╭──

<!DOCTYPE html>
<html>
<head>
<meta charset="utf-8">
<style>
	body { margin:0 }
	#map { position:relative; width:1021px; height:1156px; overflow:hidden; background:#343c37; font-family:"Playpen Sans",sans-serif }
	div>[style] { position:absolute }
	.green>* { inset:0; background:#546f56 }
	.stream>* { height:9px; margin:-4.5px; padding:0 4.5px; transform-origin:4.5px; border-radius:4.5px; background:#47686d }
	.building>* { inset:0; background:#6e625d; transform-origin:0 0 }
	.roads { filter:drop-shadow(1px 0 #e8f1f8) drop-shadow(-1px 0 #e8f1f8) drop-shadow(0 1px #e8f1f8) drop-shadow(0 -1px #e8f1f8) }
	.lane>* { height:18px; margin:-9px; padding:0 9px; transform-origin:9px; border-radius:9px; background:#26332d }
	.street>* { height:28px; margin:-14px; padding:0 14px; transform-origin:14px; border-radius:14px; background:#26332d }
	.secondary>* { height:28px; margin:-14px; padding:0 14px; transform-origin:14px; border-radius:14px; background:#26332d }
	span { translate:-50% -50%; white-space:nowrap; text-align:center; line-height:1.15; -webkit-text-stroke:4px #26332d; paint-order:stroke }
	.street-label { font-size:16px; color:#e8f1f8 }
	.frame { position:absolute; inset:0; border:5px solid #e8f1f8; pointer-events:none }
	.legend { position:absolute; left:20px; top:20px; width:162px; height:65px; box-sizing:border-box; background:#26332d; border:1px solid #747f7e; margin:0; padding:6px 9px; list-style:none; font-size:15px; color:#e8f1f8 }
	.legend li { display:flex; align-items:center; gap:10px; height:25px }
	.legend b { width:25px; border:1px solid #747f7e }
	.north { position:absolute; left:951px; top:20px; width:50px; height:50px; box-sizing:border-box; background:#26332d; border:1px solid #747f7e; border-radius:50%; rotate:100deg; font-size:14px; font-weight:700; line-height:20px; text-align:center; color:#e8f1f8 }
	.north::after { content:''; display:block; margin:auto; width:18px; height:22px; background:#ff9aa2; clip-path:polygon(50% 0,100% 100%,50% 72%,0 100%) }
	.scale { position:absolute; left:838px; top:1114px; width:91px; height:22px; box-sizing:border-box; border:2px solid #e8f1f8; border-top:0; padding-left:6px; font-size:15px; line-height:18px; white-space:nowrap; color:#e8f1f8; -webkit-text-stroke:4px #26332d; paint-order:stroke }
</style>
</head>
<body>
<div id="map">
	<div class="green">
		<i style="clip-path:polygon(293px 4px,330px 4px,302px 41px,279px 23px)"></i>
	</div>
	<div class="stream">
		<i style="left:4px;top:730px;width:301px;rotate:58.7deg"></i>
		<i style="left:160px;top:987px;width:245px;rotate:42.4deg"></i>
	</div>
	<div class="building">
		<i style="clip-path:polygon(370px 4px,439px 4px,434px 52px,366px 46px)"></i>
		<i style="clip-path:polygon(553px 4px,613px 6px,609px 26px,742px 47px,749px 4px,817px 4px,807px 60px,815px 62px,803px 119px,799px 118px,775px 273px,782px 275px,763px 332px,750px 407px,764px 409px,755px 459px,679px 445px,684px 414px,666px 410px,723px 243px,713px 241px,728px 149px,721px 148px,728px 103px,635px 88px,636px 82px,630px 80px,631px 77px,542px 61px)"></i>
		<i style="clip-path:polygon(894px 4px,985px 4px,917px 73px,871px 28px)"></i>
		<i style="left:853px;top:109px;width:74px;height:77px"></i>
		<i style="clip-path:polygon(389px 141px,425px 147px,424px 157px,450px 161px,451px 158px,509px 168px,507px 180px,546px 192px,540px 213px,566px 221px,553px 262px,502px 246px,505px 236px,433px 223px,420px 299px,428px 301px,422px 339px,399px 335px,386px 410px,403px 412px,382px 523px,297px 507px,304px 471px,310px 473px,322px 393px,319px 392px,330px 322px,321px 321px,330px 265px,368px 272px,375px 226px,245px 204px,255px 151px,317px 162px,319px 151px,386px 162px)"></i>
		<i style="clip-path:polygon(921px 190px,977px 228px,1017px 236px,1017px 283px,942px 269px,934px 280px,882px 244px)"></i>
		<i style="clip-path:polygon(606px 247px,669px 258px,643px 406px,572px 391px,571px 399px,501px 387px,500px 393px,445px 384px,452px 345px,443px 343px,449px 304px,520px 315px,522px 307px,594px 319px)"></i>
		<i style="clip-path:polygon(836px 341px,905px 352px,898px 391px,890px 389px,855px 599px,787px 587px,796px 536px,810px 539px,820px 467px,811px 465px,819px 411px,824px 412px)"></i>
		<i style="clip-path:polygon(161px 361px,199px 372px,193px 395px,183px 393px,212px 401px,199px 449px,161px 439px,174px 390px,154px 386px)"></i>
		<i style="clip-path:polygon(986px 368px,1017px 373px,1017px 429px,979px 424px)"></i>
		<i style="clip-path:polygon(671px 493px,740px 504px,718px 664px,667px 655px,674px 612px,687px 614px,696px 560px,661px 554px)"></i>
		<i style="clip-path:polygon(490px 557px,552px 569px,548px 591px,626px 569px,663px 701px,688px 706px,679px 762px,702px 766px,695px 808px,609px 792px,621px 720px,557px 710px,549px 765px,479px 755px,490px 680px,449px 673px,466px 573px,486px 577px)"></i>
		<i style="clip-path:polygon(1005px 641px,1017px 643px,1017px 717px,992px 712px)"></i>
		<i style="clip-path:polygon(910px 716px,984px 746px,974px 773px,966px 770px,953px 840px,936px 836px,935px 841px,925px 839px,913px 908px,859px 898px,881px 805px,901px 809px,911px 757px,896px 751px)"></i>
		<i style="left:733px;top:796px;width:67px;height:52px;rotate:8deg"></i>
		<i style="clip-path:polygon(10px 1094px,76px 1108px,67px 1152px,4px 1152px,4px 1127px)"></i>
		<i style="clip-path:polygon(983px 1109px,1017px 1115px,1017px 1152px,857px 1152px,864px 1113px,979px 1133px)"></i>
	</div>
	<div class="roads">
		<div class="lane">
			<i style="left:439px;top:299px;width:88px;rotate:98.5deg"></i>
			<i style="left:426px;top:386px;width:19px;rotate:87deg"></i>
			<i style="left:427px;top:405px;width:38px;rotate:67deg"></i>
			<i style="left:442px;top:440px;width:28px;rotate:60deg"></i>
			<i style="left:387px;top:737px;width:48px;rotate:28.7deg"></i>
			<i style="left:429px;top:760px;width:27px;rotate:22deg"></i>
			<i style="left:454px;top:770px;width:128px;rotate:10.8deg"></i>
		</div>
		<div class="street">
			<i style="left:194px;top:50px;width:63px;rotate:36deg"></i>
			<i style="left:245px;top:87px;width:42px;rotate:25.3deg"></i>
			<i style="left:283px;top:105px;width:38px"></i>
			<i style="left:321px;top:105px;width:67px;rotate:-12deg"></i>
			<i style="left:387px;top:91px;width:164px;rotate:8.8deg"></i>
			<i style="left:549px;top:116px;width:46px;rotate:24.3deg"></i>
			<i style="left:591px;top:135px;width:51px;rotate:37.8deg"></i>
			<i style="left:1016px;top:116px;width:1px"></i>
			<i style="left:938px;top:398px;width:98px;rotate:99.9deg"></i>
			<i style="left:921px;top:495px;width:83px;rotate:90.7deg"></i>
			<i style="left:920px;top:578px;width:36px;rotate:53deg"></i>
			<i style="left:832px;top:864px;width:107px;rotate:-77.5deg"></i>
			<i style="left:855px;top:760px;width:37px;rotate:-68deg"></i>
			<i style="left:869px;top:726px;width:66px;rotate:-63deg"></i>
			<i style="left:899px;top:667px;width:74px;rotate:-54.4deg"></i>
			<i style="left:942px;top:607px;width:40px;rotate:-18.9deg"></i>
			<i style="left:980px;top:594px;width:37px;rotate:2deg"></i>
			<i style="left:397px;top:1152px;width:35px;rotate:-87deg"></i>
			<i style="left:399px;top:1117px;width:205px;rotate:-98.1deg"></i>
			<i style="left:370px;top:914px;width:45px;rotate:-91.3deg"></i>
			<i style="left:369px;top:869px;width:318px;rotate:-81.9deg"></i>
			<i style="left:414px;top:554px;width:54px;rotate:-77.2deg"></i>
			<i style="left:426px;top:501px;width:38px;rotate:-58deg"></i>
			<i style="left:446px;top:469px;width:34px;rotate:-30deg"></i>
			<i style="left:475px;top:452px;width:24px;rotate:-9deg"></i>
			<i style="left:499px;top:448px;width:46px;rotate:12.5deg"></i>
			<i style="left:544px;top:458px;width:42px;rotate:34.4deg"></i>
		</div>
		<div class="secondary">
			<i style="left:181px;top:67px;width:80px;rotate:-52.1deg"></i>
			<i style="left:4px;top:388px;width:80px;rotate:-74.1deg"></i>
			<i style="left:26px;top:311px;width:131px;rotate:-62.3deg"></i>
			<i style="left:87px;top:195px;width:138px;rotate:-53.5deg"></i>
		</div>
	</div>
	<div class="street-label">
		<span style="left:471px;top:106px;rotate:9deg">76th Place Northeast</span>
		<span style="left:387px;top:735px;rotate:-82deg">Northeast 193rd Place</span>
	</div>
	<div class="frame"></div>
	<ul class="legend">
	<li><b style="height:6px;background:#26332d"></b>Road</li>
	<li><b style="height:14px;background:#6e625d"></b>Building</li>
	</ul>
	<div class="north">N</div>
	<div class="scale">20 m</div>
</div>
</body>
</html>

╰──

§ **TASK GOAL**: For the word "class", find every line in the data that holds it and copy that line.

§ **REPLY**:
	<div class="green">
	<div class="stream">
	<div class="building">
	<div class="roads">
		<div class="lane">
		<div class="street">
		<div class="secondary">
	<div class="street-label">
	<div class="frame"></div>
	<ul class="legend">
	<div class="north">N</div>
	<div class="scale">20 m</div>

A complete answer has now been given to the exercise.